Non poteva più essere pertanto tollerato il disinteresse fin lì dimostrato “verso quelle vigorose propaggini” che ormai vivevano fuori dai confini d’Italia. Disinteresse di anni in larga parte da imputare alla incapacità del sistema politico, economico e sociale d’Italia di dotarsi di “dottrine” e “pratiche” della colonizzazione.
Era su questa riflessione, unitamente alla domanda concernente il tipo di contributo dato fino ad allora al fenomeno migratorio “dalle classi colte e dai ceti medi”, che Bartolommei Gioli fondava la sua proposta di dar vita all’Istituto agricolo coloniale.
Luogo deputato: Firenze, perché ancora vi si respiravano i gloriosi ricordi di un passato e perché ancora tangibili erano “i fastigi delle arti accumulati nell’esercizio secolare dei traffici e della mercatura”. Questa lunga tradizione costituiva il supporto indispensabile per la fondazione di un istituto coloniale, unico strumento per far uscire dal dilettantismo la politica coloniale italiana che fino a quel momento non era stata in grado di cogliere, valorizzare, potenziare ed investire nei territori d’Oltremare.
Firenze ancora perché ricca di Istituti di studio a carattere scientifico di alto livello (e fra questi l’Accademia dei Georgofili) a cui afferivano menti eccelse di possibili docenti; Firenze infine perché le sue scuole già avevano un patrimonio inestimabile di materiale botanico.
Inghilterra, Germania, Olanda, Belgio, Stati Uniti, valutando come imprescindibili i flussi migratori, erano stati in grado non solo di avviare le nuove generazioni verso lo studio scientifico dell’agricoltura coloniale, ma avevano dato vita nei propri orti botanici in patria e nelle colonie, a luoghi di sperimentazione altamente specializzata.
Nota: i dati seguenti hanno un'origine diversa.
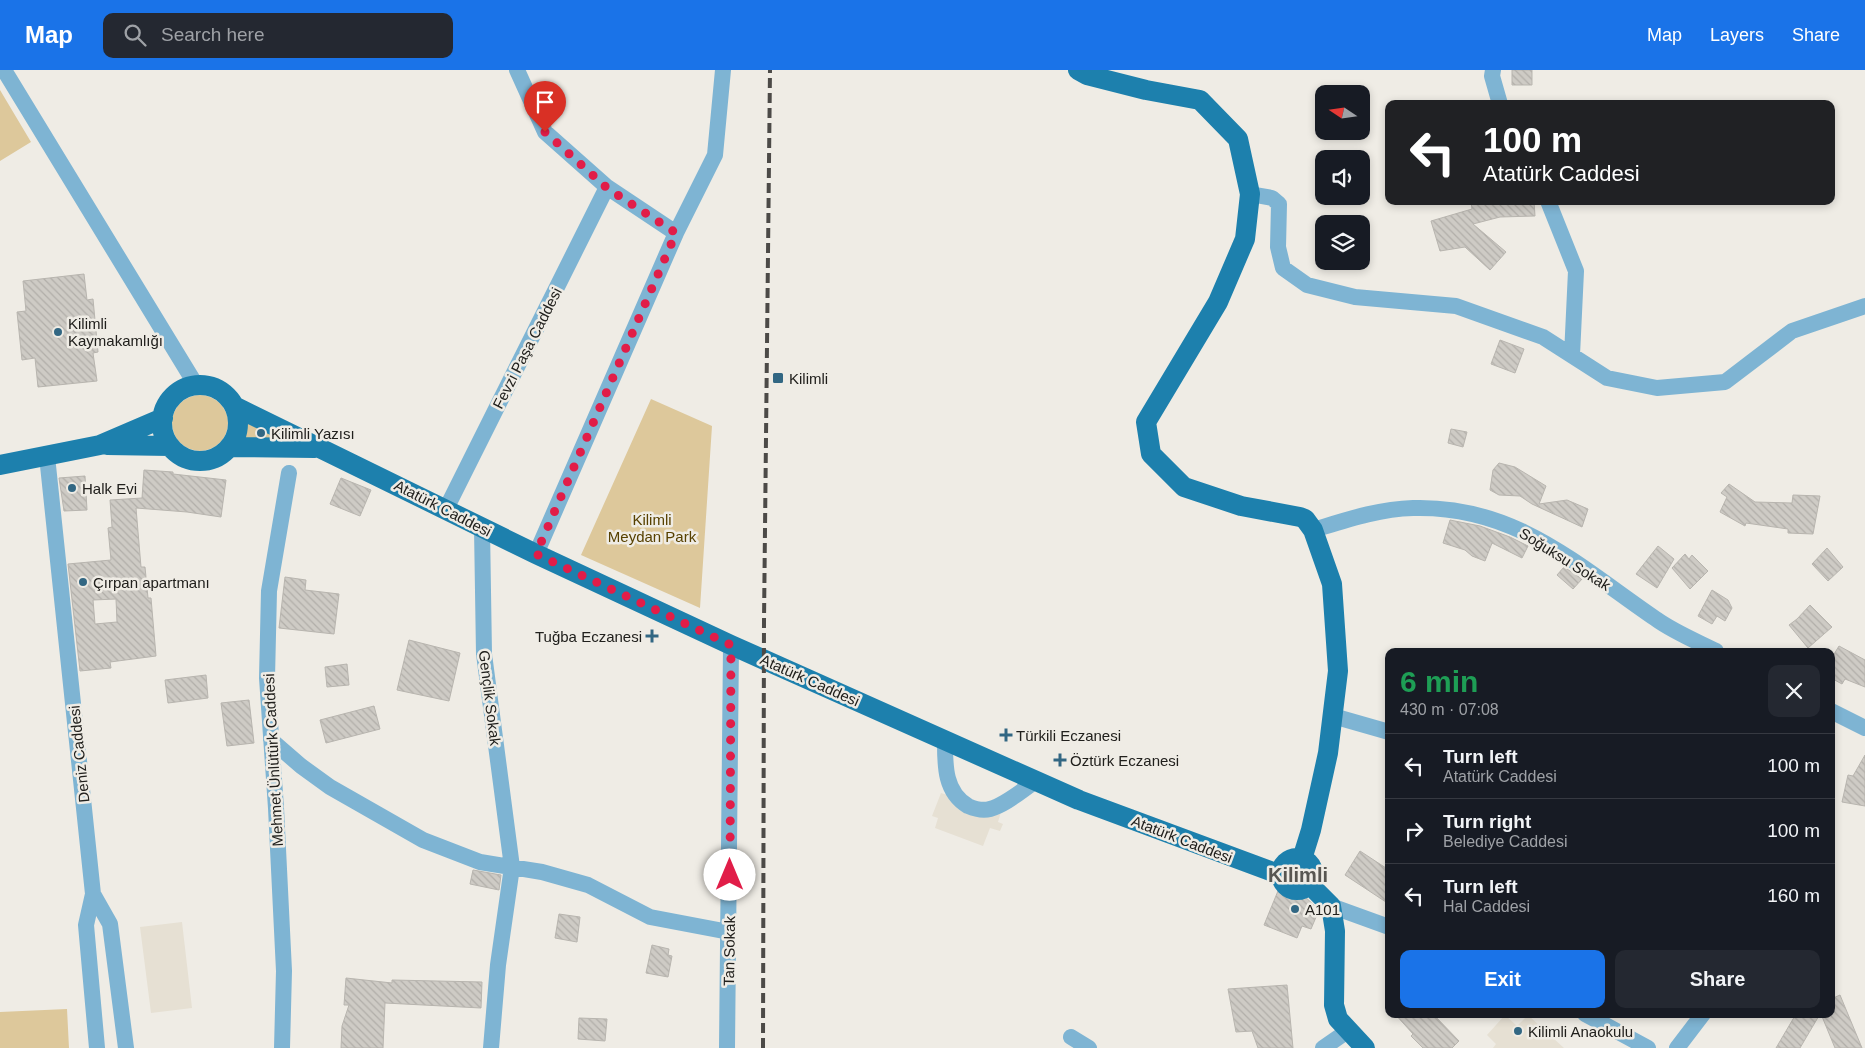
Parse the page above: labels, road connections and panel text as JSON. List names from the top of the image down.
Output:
{
  "streets": {
    "main road": ["Atatürk Caddesi"],
    "street": [
      "Fevzi Paşa Caddesi",
      "Soğuksu Sokak",
      "Gençlik Sokak",
      "Deniz Caddesi",
      "Mehmet Ünlütürk Caddesi",
      "Tan Sokak"
    ]
  },
  "crossings": [
    ["Fevzi Paşa Caddesi", "Atatürk Caddesi"],
    ["Atatürk Caddesi", "Gençlik Sokak"],
    ["Atatürk Caddesi", "Tan Sokak"]
  ],
  "districts": ["Kilimli"],
  "parks": ["Kilimli Meydan Park"],
  "places": {
    "other": [
      "Kilimli Kaymakamlığı",
      "Kilimli Yazısı",
      "Halk Evi",
      "Çırpan apartmanı",
      "A101",
      "Kilimli Anaokulu"
    ],
    "transit": ["Kilimli"],
    "health": ["Tuğba Eczanesi", "Türkili Eczanesi", "Öztürk Eczanesi"]
  },
  "north": "left",
  "page": {
    "header": "Map",
    "search": "Search here",
    "nav": ["Map", "Layers", "Share"],
    "turn": ["100 m", "Atatürk Caddesi"],
    "heading": ["6 min", "430 m · 07:08"],
    "list": [
      {
        "name": "Turn left",
        "note": "Atatürk Caddesi",
        "value": "100 m"
      },
      {
        "name": "Turn right",
        "note": "Belediye Caddesi",
        "value": "100 m"
      },
      {
        "name": "Turn left",
        "note": "Hal Caddesi",
        "value": "160 m"
      }
    ],
    "buttons": ["Exit", "Share"]
  }
}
L’Italia, pur vivacizzata da un certo fermento che aveva visto nascere ad Asmara un ufficio agricolo sperimentale, a Roma un Museo ed Erbario Coloniale, a Palermo un vero e proprio giardino coloniale in luogo di quello botanico, non aveva dimostrato finora di possedere una visione d’insieme della politica coloniale.
Perciò il nuovo Istituto si poneva come obiettivo quello di indirizzare e formare i giovani (già diplomati presso le scuole pratiche di agricoltura) verso lo studio dell’agricoltura dei climi tropicali e sub-tropicali; insegnamento e specializzazioni teorico-pratiche che nei due-tre anni di studio previsti, dovevano vertere su agricoltura e botanica coloniale, economia rurale e contabilità, patologia vegetale, tecnologia, zootecnia, igiene coloniale, geografia politica e commerciale, storia delle colonie, lingue estere. Quanto alla pratica, la scuola doveva dotarsi di terreni, serre, tepidari, laboratori, musei, dove sperimentare e conservare piante, oggetti e prodotti delle colonie.
Terminato il corso di studio, ai licenziati poteva essere concesso di fare un anno di pratica nelle colonie, di lavorare presso stazioni e giardini sperimentali o anche in aziende private.
Infine, le Camere di Commercio più floride potevano contribuire a sostenere con borse di studio la frequentazione della scuola e il mantenimento di quei giovani privi di mezzi provenienti da altre parti d’Italia.
(*) Alla riunione parteciparono numerosi Georgofili; per citarne alcuni: Carlo Ridolfi, Pietro Stefanelli, Napoleone Passerini, Riccardo Dalla Volta, Ferdinando Guicciardini, Pasquale Villari al quale venne affidata la presidenza della riunione e al quale i Georgofili qualche anno dopo (1908) intitoleranno un pubblico concorso avente a tema la “questione sociale del Mezzogiorno”
Foto: l'Istituto Agronomico dell'Oltremare oggi, a Firenze.